◆ SUPPLIED DATA:

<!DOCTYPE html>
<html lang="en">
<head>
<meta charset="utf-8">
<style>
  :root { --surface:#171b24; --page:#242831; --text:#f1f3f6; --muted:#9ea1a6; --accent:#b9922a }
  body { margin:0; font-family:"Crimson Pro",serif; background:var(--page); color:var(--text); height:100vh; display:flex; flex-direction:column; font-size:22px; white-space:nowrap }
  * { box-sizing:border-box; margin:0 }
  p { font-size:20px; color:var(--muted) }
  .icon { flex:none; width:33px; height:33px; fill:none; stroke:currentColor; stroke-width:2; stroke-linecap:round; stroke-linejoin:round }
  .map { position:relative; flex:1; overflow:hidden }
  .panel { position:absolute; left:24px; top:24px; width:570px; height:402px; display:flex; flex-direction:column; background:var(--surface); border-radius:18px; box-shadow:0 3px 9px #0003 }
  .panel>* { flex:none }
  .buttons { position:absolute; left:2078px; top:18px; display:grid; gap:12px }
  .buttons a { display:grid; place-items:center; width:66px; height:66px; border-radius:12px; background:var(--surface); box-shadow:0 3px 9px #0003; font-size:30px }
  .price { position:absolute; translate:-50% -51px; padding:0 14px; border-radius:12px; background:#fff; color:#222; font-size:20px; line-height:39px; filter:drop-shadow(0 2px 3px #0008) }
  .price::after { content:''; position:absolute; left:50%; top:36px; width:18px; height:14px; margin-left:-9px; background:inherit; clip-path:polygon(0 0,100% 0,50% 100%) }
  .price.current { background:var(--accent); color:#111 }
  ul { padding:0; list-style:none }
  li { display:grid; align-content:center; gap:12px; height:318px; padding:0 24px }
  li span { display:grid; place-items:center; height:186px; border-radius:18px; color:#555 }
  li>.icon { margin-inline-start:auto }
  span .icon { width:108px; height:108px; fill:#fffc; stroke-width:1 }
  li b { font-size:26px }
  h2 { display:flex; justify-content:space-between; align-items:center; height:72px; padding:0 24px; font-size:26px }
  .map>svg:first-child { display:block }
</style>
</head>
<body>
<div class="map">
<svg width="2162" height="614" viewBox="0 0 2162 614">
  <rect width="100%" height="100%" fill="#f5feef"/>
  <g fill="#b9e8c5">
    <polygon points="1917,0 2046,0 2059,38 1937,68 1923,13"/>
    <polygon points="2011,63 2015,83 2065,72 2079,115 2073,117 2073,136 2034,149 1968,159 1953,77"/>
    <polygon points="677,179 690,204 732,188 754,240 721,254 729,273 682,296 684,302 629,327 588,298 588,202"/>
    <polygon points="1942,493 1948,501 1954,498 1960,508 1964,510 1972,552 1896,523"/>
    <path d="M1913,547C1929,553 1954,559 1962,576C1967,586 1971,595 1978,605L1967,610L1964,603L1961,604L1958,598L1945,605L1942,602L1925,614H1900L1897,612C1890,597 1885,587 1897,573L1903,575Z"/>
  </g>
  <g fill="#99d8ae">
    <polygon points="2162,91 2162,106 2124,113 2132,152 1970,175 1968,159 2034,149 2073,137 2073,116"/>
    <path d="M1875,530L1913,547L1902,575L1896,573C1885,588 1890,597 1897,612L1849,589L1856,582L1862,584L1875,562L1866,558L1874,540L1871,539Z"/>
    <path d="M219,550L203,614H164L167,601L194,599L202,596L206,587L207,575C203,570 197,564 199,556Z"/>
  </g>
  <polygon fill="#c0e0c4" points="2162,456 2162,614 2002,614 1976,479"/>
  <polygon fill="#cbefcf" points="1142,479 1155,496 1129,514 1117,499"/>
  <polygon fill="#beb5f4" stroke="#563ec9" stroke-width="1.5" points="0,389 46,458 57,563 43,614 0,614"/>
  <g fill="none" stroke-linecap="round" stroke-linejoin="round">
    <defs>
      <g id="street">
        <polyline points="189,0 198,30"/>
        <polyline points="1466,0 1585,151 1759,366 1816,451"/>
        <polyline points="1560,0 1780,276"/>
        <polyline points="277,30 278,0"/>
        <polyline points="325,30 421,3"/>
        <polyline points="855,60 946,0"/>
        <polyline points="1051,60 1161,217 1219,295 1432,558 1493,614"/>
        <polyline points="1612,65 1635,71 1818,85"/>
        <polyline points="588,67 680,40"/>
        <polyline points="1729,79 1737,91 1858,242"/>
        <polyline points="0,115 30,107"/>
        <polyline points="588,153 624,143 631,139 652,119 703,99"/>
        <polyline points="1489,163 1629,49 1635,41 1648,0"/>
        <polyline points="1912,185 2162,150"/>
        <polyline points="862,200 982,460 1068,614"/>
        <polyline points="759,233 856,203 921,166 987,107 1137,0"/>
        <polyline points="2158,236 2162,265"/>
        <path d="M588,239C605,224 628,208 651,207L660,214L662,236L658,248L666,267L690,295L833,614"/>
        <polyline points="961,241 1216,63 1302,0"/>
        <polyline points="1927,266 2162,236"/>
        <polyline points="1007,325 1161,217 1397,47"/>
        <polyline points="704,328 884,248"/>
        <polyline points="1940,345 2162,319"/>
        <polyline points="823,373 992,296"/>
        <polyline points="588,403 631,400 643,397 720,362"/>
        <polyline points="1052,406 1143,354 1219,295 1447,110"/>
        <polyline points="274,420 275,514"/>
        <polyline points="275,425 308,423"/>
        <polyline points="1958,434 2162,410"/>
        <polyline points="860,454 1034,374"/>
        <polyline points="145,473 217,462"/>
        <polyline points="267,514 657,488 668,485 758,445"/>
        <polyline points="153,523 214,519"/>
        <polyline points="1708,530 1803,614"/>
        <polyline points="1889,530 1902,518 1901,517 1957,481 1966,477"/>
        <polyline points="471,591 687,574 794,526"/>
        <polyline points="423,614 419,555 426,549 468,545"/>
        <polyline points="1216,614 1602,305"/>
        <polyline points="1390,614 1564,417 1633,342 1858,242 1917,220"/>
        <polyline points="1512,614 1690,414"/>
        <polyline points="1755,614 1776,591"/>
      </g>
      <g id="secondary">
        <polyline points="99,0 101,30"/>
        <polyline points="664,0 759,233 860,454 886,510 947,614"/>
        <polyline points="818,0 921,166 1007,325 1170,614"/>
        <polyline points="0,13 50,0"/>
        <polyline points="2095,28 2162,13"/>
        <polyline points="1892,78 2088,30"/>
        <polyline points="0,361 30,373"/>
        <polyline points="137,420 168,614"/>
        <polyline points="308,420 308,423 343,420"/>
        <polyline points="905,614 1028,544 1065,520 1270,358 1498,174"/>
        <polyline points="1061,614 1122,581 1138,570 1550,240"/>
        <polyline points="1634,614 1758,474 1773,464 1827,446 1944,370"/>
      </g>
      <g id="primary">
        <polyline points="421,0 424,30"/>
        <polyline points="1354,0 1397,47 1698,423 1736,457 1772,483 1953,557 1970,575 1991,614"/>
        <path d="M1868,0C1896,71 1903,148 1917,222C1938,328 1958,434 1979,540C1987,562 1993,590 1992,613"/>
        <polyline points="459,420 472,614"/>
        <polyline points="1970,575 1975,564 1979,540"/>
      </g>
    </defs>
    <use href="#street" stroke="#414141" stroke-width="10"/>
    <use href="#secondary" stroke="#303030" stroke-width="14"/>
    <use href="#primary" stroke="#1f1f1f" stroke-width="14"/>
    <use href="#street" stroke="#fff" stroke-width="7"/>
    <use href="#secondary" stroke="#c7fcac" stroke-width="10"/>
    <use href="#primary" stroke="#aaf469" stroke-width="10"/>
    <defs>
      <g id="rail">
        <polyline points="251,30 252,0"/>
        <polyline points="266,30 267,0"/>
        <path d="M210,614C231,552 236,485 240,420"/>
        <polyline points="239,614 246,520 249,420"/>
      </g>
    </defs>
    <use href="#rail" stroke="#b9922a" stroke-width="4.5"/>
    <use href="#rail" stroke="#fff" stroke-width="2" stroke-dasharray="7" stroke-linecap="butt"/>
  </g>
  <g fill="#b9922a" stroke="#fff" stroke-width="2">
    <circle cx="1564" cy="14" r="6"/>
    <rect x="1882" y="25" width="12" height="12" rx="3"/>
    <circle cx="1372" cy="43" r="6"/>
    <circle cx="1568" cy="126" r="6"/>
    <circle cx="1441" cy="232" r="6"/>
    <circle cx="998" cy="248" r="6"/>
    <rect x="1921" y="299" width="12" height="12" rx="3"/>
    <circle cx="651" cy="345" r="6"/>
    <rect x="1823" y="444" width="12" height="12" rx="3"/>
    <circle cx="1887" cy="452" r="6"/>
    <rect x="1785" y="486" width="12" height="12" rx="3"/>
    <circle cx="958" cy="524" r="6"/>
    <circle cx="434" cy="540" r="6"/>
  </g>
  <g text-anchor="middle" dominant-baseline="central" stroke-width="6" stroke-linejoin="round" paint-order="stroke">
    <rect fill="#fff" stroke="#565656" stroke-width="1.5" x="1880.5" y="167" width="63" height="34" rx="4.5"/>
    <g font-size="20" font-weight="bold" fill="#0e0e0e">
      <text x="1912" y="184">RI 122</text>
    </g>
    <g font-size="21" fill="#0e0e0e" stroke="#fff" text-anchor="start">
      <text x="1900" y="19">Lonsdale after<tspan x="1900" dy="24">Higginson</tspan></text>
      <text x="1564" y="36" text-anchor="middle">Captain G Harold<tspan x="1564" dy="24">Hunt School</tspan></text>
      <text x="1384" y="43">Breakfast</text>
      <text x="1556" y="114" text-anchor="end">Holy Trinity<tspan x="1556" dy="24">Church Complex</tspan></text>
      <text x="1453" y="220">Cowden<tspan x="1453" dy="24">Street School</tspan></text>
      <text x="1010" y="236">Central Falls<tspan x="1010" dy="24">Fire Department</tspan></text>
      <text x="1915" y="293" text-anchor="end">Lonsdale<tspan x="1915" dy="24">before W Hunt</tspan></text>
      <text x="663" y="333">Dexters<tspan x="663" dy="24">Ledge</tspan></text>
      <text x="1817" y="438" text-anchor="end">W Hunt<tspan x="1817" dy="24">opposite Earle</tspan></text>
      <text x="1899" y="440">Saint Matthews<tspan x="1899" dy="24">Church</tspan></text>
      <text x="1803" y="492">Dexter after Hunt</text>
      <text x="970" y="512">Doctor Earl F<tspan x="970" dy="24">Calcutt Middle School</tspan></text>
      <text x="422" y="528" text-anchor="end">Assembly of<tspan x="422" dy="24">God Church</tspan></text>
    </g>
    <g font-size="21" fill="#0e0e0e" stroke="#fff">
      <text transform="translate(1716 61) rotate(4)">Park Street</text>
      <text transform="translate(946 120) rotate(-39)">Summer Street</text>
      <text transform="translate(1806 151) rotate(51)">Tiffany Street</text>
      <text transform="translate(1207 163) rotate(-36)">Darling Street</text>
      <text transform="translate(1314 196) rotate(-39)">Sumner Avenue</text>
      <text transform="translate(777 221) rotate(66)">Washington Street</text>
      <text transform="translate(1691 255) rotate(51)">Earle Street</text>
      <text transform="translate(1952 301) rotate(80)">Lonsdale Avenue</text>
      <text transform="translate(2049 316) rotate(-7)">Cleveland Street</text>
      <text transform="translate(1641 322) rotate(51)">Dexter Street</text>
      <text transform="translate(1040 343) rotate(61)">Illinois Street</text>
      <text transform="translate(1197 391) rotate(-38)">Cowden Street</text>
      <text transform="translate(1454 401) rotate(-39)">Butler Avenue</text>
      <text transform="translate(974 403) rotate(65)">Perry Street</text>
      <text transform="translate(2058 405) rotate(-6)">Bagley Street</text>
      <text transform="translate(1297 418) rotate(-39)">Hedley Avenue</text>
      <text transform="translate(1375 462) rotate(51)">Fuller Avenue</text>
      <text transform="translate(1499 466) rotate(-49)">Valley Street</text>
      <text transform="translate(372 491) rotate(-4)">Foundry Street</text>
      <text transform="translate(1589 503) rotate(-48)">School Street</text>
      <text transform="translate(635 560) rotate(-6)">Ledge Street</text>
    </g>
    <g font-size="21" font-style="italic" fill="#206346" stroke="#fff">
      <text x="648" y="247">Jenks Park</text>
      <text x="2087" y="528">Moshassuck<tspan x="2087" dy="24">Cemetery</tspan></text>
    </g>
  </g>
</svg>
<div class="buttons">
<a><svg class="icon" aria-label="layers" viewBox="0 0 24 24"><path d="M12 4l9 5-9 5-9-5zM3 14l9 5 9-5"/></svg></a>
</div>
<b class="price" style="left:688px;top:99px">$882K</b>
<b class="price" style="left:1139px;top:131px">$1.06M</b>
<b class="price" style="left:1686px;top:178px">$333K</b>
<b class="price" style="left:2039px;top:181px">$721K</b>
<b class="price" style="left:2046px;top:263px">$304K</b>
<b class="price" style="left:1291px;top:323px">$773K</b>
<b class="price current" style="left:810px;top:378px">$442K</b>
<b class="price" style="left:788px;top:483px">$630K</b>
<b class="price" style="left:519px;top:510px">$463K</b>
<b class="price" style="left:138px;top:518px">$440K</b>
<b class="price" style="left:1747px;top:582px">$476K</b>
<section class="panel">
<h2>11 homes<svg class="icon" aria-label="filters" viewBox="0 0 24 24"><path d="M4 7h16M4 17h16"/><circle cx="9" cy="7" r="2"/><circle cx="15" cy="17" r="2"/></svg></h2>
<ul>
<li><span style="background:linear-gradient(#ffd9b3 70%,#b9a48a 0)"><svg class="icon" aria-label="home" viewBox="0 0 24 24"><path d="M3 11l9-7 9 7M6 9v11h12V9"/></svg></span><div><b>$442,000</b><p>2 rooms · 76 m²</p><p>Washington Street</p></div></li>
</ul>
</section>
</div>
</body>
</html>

◆ YOUR GOAL:
Give the number of lines in the data that include the string "buttons", please, and nothing else.

◆ THE COMPLETED TASK:
3